The TV3 blooper signals the racism that is ingrained among some of us, as reflected in the way Malaysians of different ethnic origins treat each other, Mustafa K Anuar writes.
The recent triumph of Kamala Harris in breaking the glass ceiling in American politics was celebrated the world over, especially by people who cherish the remarkable advancement of women and minorities in important areas of life.
However, Harris’ ascent to the US vice-presidency was abruptly distracted temporarily in Malaysia when the country’s oldest private television, TV3, made a faux pas in its news report recently, claiming that her mother was an undocumented immigrant in the US.
The incorrect account of Harris’ family background and poor journalism to boot, predictably created a storm, particularly on Twitter when people demanded an apology from the station.
For a moment, this journalistic blunder almost overshadowed the political significance of Harris’ meteoric rise in an American society that has been severely polarised along racial, religious, class and ideological lines, particularly under the Trump presidency.
TV3 swiftly offered a public apology for its slip-up, presumably after fearing this error had an international dimension and could grab world headlines for the wrong reason.
But the journalistic slip-up may well be a Freudian slip if one were to situate it in a larger Malaysian social context. It is a slip-up that expresses the overt as well as hidden sentiments in the minds of some Malaysians.In other words, the ugly racism and xenophobia of certain quarters in our midst have found expression in the TV3 reportage.
It was only a few months ago that the nation bore witness to what could be described as unkind treatment meted out to migrant workers at the beginning of the pandemic by the authorities when they were herded for Covid-19 screening.

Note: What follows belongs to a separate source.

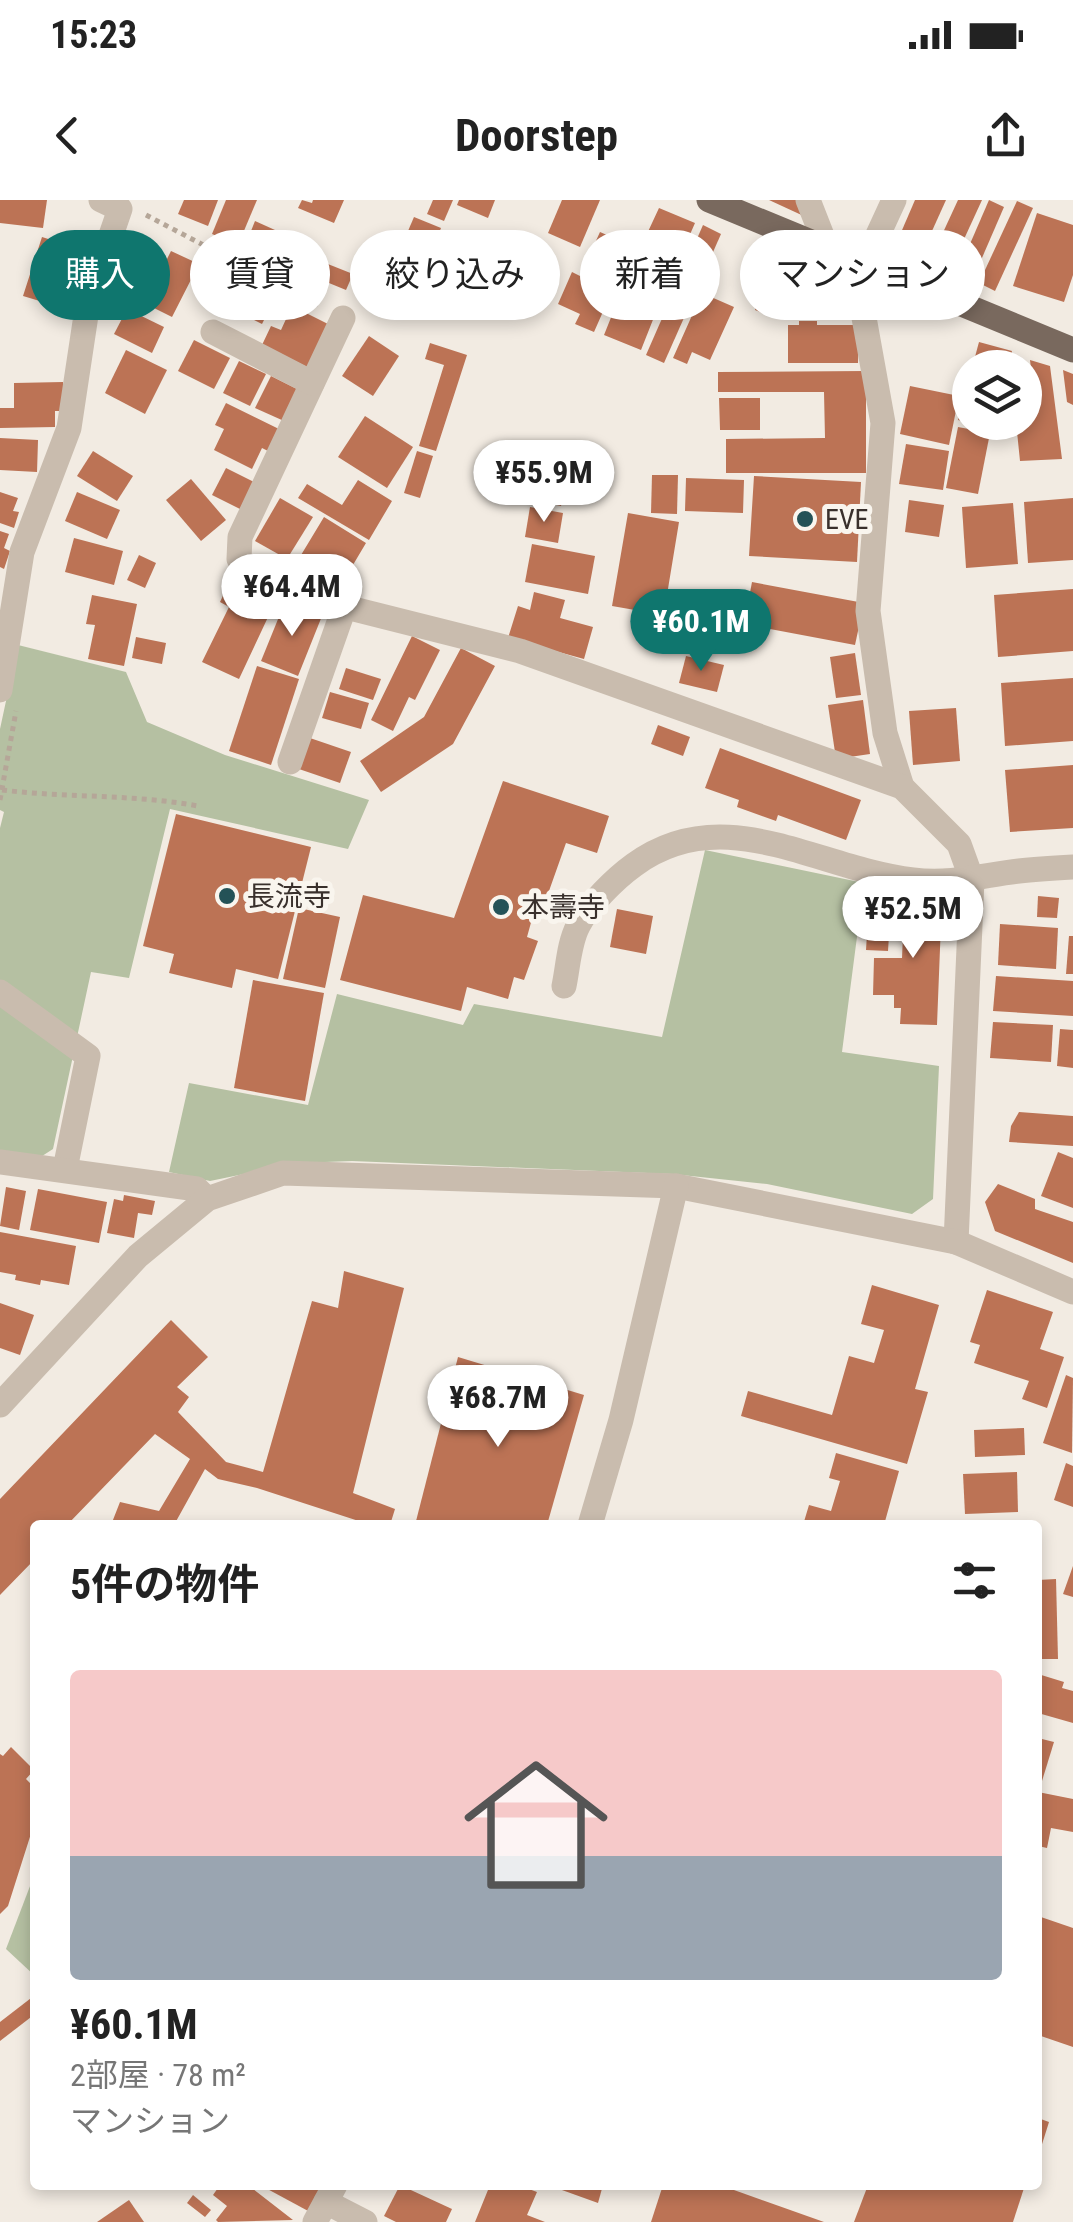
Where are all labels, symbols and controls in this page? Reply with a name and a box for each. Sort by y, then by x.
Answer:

The crew of international broadcaster Al-Jazeera were even hauled up by the Malaysian authorities for having documented and aired the alleged mistreatment of the foreign workers, an action rights groups deemed as state censorship.
Some Malaysians cheered on such an action, especially those who don’t think much of these workers as full-blown human beings deserving of decency and respect, even though they have collectively made huge contributions to our nation-building.
Some of these Malaysians, ironically, may well have been a part of the crowd who frowned upon the TV3 bungle.
To be sure, the vulnerability of foreign workers, particularly the undocumented, has often been exploited to the fullest by unscrupulous Malaysian employers, knowing fully well that the former don’t have legal protection nor political clout.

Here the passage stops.